As many as 11 senior party officials with close ties to Jang have apparently recently been executed or sent to political prison camps.
Jang was publicly purged in December and “executed by machine gun” after being found guilty of corruption and activities that ran counter to the policies of the Workers’ Party of Korea. It has been reported all Jang’s relatives, including his children, were rounded up and executed, as well.
O was executed because he purportedly worked with Jang to turn the ministry into a personal security division to help safeguard business dealings, according to the South Korean publication.
While the execution-by-flamethrower report could not be immediately confirmed, previous executions suggest that the North Korean leadership can be inventive when it comes to ridding itself of those no longer in favor.
“In 2012, a vice minister of the army was executed with a mortar round for reportedly drinking and carousing during the official mourning period after Kim Jong-il’s death in December of the previous year,” according to The Independent.

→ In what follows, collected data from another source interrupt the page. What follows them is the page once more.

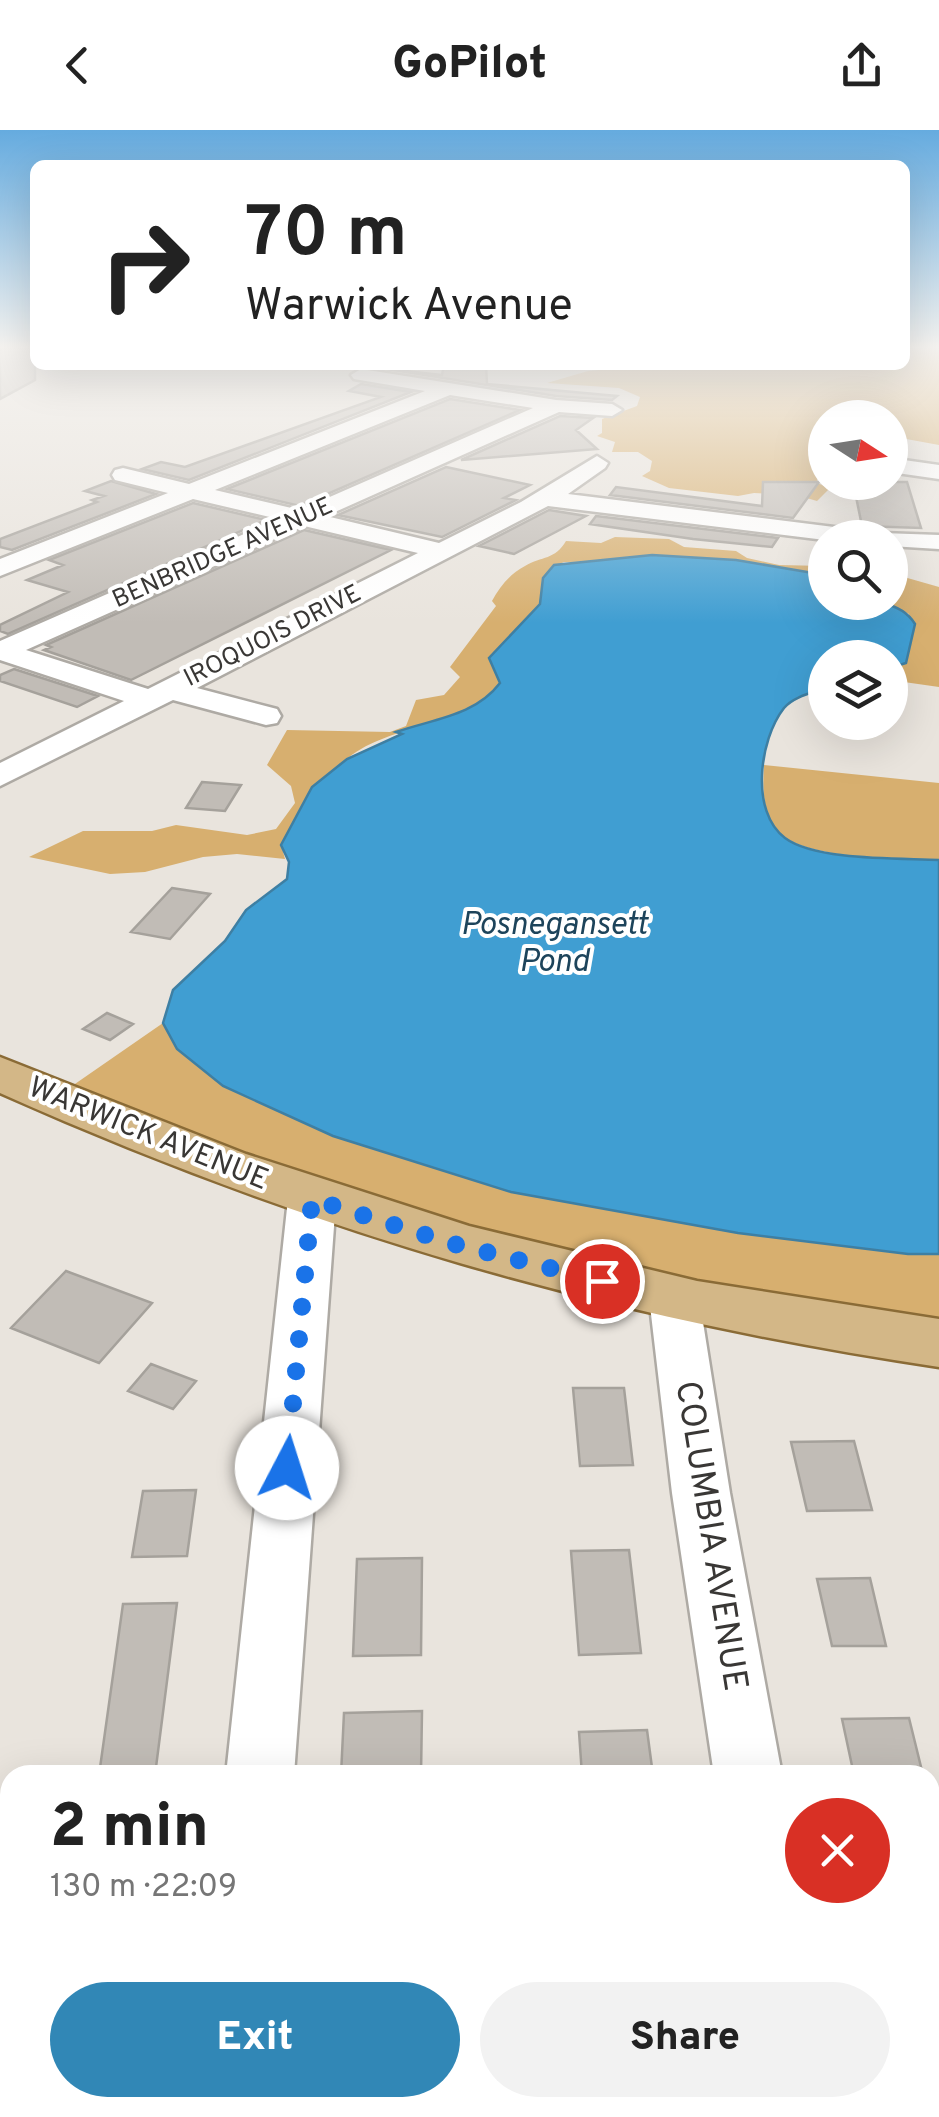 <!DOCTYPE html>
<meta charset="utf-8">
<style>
:root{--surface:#fff;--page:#f2f2f2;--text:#222;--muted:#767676;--accent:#3187b6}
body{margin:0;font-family:Overpass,sans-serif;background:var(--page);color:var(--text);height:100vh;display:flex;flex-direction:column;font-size:38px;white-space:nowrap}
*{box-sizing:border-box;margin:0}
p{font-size:32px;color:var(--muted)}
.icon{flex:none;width:55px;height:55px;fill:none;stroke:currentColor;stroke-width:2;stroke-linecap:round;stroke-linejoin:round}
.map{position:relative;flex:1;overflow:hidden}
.details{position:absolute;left:0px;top:1635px;width:940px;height:352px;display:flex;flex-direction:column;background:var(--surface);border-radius:30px 30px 0 0;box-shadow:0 10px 40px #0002}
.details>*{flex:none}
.guide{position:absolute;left:30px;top:30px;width:880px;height:210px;border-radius:15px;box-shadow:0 10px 40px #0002;background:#fff;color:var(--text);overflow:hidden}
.needle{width:65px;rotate:102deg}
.tools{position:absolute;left:808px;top:270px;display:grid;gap:20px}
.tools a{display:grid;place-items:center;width:100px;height:100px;border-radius:50%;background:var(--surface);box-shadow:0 10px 40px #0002;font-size:50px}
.pin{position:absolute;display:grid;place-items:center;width:85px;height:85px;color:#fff;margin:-42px;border:5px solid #fff;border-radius:50%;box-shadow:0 2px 10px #0007}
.me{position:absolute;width:110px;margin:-55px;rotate:5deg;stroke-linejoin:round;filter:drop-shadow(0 0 8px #0008)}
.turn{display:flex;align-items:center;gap:35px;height:210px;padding:0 50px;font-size:45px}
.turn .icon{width:130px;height:130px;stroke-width:2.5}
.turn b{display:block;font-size:70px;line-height:85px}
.round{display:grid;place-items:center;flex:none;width:105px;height:105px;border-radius:52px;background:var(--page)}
.head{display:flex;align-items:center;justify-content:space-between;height:170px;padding:0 50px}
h1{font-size:60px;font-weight:800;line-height:75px}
.button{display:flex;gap:20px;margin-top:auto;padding:20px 50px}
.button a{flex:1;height:115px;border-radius:60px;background:var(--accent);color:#fff;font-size:40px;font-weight:800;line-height:115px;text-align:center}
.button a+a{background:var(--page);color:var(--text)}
header{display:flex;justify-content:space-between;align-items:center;height:130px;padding:0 50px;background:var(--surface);font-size:45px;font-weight:800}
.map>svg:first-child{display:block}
.green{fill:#d7af6f}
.water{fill:#409ed2;stroke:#3e7fa3;stroke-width:2.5}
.building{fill:#c1bcb6;stroke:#a5a19b;stroke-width:2.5}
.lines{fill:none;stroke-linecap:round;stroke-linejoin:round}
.minor-casing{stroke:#aeaaa4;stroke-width:5}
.major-casing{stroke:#8a6b36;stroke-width:5}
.minor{fill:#fff;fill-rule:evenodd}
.major{fill:#d3b787;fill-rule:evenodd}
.route{stroke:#1a73e8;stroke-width:18;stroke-dasharray:0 32.4}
.labels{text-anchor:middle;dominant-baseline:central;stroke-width:8;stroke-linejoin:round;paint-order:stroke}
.far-street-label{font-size:25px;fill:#393735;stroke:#fff}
.street-label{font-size:30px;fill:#393735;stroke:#fff}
.water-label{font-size:32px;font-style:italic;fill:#1d445b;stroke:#fff}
.near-street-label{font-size:35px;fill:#393735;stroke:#fff}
</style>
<header><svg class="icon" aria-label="back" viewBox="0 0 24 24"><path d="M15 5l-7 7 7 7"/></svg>GoPilot<svg class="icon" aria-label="share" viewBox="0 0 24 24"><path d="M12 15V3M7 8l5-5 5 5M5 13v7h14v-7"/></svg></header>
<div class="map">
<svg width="939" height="1987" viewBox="0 0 939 1987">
<rect width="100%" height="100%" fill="#e9e4dd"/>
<path class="green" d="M905,215H939V315L890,306V288H825L821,325L825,334L818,339L817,353L830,358L817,371L796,365L754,363L738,366L669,358L642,346L650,341L652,331L638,322H612L615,312L597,306L602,303V289L637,276L640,267L619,258L547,253L588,241L653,235H905Z
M615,407L669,409L684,417L736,421L747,428L779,435L825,436V445L736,430L564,432C538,441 549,457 539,476C528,494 505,512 490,528L500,553C462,600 393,592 348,628C325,648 300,689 281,714L285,729L237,724L203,727L145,742L110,744L29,727L83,701H152L176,695L247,705L276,699L295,673L291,656L267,635L287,600L390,602L406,596L416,570L444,565L460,547L450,537L496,476L492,471C500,456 510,444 525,436C542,426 555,430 566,411L601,413Z
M890,443L939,457V557L890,550V538L906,533L909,484L885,473L890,472Z
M764,635L939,653V730C901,728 794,731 773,696C762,677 763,656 764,635Z
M163,893L177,919L333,1006L511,1062L738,1103L908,1124H939V1215L644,1162L59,965Z"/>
<path class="water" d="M652,425L736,430L825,445V472C856,472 897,465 915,494L906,533L890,538V528H825V558C811,563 793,567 784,578C759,610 750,682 785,708C816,731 900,728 939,730V1124H908L738,1103L511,1062L333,1006L223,956L177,919L163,893L173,860L225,811L246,780L287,749L289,732L281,715L312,657L347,629L402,604L396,602C433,589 475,586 500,553L489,528L540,474L543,448L554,435Z"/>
<path class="building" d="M0,215H35V250L0,269Z
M444,235H486L487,254L617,266L612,270L556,266L387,239L442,245Z
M361,254L411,262L189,350L142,339L161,332L185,337L381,267L349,261Z
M450,269L520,280L300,376L227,359Z
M560,286L593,288L576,300L597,319L461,330Z
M446,337L530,355L504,368L516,370L442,407L338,385Z
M111,351L156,364L12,420L0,417V409L97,372L92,370L104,366L85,361Z
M763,352H819L793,388L610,365L616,357L762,376Z
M853,352H907L921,398L862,396Z
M193,373L266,390L8,504L0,501V495L68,462L27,450L63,435L49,430Z
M549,380L586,386L514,424L479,416Z
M596,386L778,408L772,417L693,409L590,394Z
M304,400L391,420L131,550L44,520L51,517L46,515Z
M14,539L98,566L77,577L0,551V545Z
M202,652L241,655L225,681L186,678Z
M172,758L210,764L170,809L131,802Z
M107,883L133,894L110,910L83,899Z
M66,1141L152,1173L99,1233L11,1198Z
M151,1234L196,1251L173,1279L128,1261Z
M573,1258H624L633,1335L580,1336Z
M854,1311L872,1380L807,1381L791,1312Z
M196,1360L187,1426L132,1427L143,1361Z
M629,1420L641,1523L579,1525L571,1421Z
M422,1428L421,1525L353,1526L357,1429Z
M870,1448L886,1516H832L817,1449Z
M177,1473L155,1645H99L123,1474Z
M422,1581L421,1645H341L344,1583Z
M909,1588L923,1645H854L842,1589Z
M647,1600L653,1645H582L579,1602Z"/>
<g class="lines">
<g class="minor-casing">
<path id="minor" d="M361,239L556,270L612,274L622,280L612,286L559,282L326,386L439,413L521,372L597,326L608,333L605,338L568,364L882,403L939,405V419L890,416V408L825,410L548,376L197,558L277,579L281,586L277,593L266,595L173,570L0,656V633L124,571L0,530V511L278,389L193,369L0,446V429L168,363L115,350L112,345L115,340L123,338L189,354L425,261L354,249L351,245ZM450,265L533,278L300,380L215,360ZM304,396L418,423L148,559L26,520Z
M890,328L939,335V349L890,342Z
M312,1053L329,1058L336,1069L294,1645H226L288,1069L295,1058Z
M674,1149L692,1154L699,1167L730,1363L782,1645H714L672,1363L649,1167L656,1154Z
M192,1978H272L271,1987H191Z
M764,1978H843L845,1987H765Z"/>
</g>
<g class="major-casing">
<path id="major" d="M0,927L246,1024L469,1096L697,1151L939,1189V1237C607,1188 307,1100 0,963Z"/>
</g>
<use href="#minor" class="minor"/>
<use href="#major" class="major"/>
</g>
<linearGradient id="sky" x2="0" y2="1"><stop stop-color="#65abdf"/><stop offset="0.44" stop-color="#f5f3f0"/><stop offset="1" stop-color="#f5f3f0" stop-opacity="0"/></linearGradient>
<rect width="939" height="493" fill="url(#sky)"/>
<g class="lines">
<path class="route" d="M287,1338L312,1069L454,1114L602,1151"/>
</g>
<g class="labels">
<g class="far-street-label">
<text transform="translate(223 424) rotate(-24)">BENBRIDGE AVENUE</text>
<text transform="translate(273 507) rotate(-27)">IROQUOIS DRIVE</text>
</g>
<g class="street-label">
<text transform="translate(148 1005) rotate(22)">WARWICK AVENUE</text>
</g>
<g class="water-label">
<text x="554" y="796">Posnegansett<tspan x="554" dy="37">Pond</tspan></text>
</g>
<g class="near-street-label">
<text transform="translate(710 1406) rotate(81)">COLUMBIA AVENUE</text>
</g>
</g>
</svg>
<div class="tools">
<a><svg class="needle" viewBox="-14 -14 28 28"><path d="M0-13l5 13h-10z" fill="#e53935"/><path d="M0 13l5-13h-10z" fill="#767676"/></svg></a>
<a><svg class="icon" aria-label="search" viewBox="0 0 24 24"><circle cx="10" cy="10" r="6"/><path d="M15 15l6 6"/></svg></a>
<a><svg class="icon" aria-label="layers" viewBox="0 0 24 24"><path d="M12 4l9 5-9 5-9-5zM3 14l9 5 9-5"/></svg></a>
</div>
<div class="pin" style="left:602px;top:1151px;background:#d93025"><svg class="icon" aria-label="arrive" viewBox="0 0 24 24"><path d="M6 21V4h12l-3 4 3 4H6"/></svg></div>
<svg class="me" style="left:287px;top:1338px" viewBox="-20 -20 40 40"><circle r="19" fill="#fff"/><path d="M0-13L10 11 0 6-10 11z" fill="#1a73e8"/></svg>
<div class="guide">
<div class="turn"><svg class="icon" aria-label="right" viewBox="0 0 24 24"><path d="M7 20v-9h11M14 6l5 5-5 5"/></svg><div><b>70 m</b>Warwick Avenue</div></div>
</div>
<section class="details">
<div class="head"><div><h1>2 min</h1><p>130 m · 22:09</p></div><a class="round" style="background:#d93025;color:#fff"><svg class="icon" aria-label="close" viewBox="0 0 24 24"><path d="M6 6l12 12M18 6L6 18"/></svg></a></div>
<div class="button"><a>Exit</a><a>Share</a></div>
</section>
</div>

“On the orders of Kim Jong-un to leave ‘no trace of him behind, down to his hair,’ South Korean media reported, Kim Chol was forced to stand on a spot that had been targeted for a mortar round and ‘obliterated,’” the publication added.
North Korea ranks among the bleakest places on the planet.
It is the world’s most militarized society, with nearly 10 million active, reserve, and paramilitary personnel out of a total population of less than 25 million.
Isolated, the nation tightly controls the political expression, with those deviating from the government line subject to re-education in sprawling labor camps.
It ranks last in a worldwide Democracy Index, and there have been reports of severe restrictions on human rights and crimes against humanity “without parallel in the modern world.”
And if all that isn’t enough to coax you into booking a berth on the next Princess Cruises trip to the headwaters of the Taedong River, consider this: Nearly 1 million North Koreans have died of starvation since the 1990s, while millions more continue to suffer the effects of a persistent food crisis.
(Top: North Koreans bowing to the statues of Kim Il-sung (left) and Kim Jong-il.)